The indictment charging the 15 LIRR employees and two other men was unsealed Friday in Nassau County court where the men were split into two groups during their arraignments. Prosecutors alleged the men stole more than $253,694 worth of copper from the railroad, sold it to Two Brother’s Scrap Metal in Farmingdale and pocketed the cash.
“At a time when riders throughout Nassau County struggle with economic hardship and the disruptions that are caused by natural disasters unparalleled in most of our lives, it is outrageous that these public employees neglected their jobs, stole from us all,” Nassau County District Attorney Kathleen Rice said a press conference.
The employees, including two assistant foreman, worked in the railroad’s communications department where they maintain railroad yard signal equipment, officials said. The two other men were described as acquaintances. The alleged scrap metal scheme occurred between Jan. 1, 2010 and Jan. 10 of this year.
The schemers were hit with varying charges of conspiracy, grand larceny, criminal possession of stolen property and thefts of services. Officials with the Metropolitan Transit Authority only became aware of the copper theft when a tipster contacted them last June.
The MTA Inspector General’s office and the LIRR alerted the district attorney’s office soon after, sparking a high-tech investigation that included GPS monitoring, license plate reading technology and on-the-ground surveillance documenting the alleged scheme.
The workers, sometimes while on duty, would allegedly steal new and used copper wire stored in four different railroad yards and use LIRR trucks to transport the valuable metal to a covert location, and then use their personal vehicles to drop it off at the scrapyard, effectively stealing from the public, officials said.
“This behavior will not be tolerated at a taxpayer supported agency like the Long Island Rail Road,” LIRR President Helena Williams said. But she lamented how the scheme happened right under the railroad’s nose, saying, “It is a sad day for the Long Island Rail Road.”
“I have to rely on my employees,” she added. “And when we have employees stealing from the company, and we have employees violating that public trust, it is a very very sad day for our company.”
The LIRR has been marred in controversy recently.
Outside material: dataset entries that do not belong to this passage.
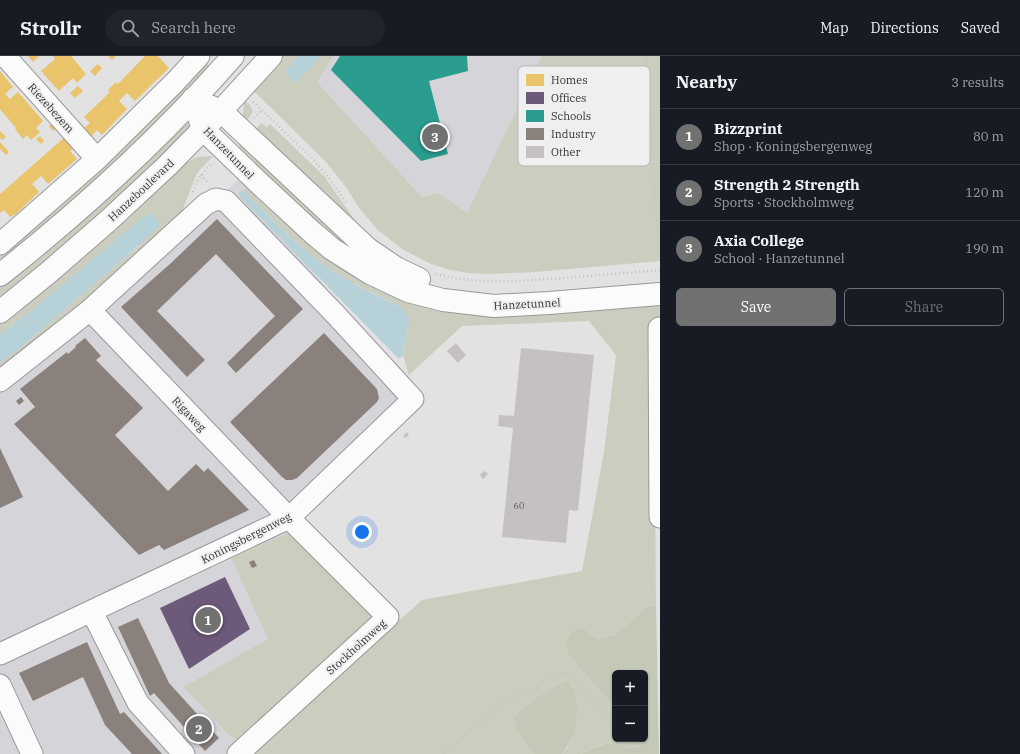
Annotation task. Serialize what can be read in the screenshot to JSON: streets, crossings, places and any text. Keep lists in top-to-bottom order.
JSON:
{
  "streets": {
    "main road": ["Hanzetunnel", "Hanzeboulevard"],
    "street": [
      "Riezebezem",
      "Rigaweg",
      "Koningsbergenweg",
      "Stockholmweg"
    ]
  },
  "crossings": [
    ["Hanzetunnel", "Hanzeboulevard"],
    ["Rigaweg", "Koningsbergenweg"],
    ["Rigaweg", "Stockholmweg"],
    ["Koningsbergenweg", "Stockholmweg"]
  ],
  "house_numbers": ["60"],
  "legend": [
    "Homes",
    "Offices",
    "Schools",
    "Industry",
    "Other"
  ],
  "page": {
    "header": "Strollr",
    "search": "Search here",
    "nav": ["Map", "Directions", "Saved"],
    "heading": ["Nearby", "3 results"],
    "list": [
      {
        "mark": "1",
        "name": "Bizzprint",
        "note": "Shop · Koningsbergenweg",
        "value": "80 m"
      },
      {
        "mark": "2",
        "name": "Strength 2 Strength",
        "note": "Sports · Stockholmweg",
        "value": "120 m"
      },
      {
        "mark": "3",
        "name": "Axia College",
        "note": "School · Hanzetunnel",
        "value": "190 m"
      }
    ],
    "pins": ["3", "1", "2"],
    "buttons": ["Save", "Share"],
    "map_buttons": ["+", "−"]
  }
}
Just last year, the railroad was embarrassed by a pension scam that included hundreds of employees faking injuries and illnesses to scam their way to early pensions.
MTA Inspector General Barry Kluger said he wouldn’t “characterize it as a culture of theft,” in the LIRR, but said there needs to be an examination of the railroad’s “apparent lack of effective supervision…as well as the evident vulnerabilities of inventory controls.”
The railroad acted quickly to the arrests, announcing that they will try to fire all those involved and would move to terminate their pensions, Williams said.
And in response to the scheme, which Kluger noted was “obviously too easy” to get away with, the LIRR will increase security at its 12 scrap metal yards by securing bins, increase surveillance, restrict employee parking and continue to track vehicles through GPS.
“There was a level of trust and honesty,” Williams lamented. “It is now proved to be me I cannot have that level of trust and honesty.”
The workers tenure at the railroad ranged from 6 to 27 years, officials said. Their base salary was between $65,000 and $85,000.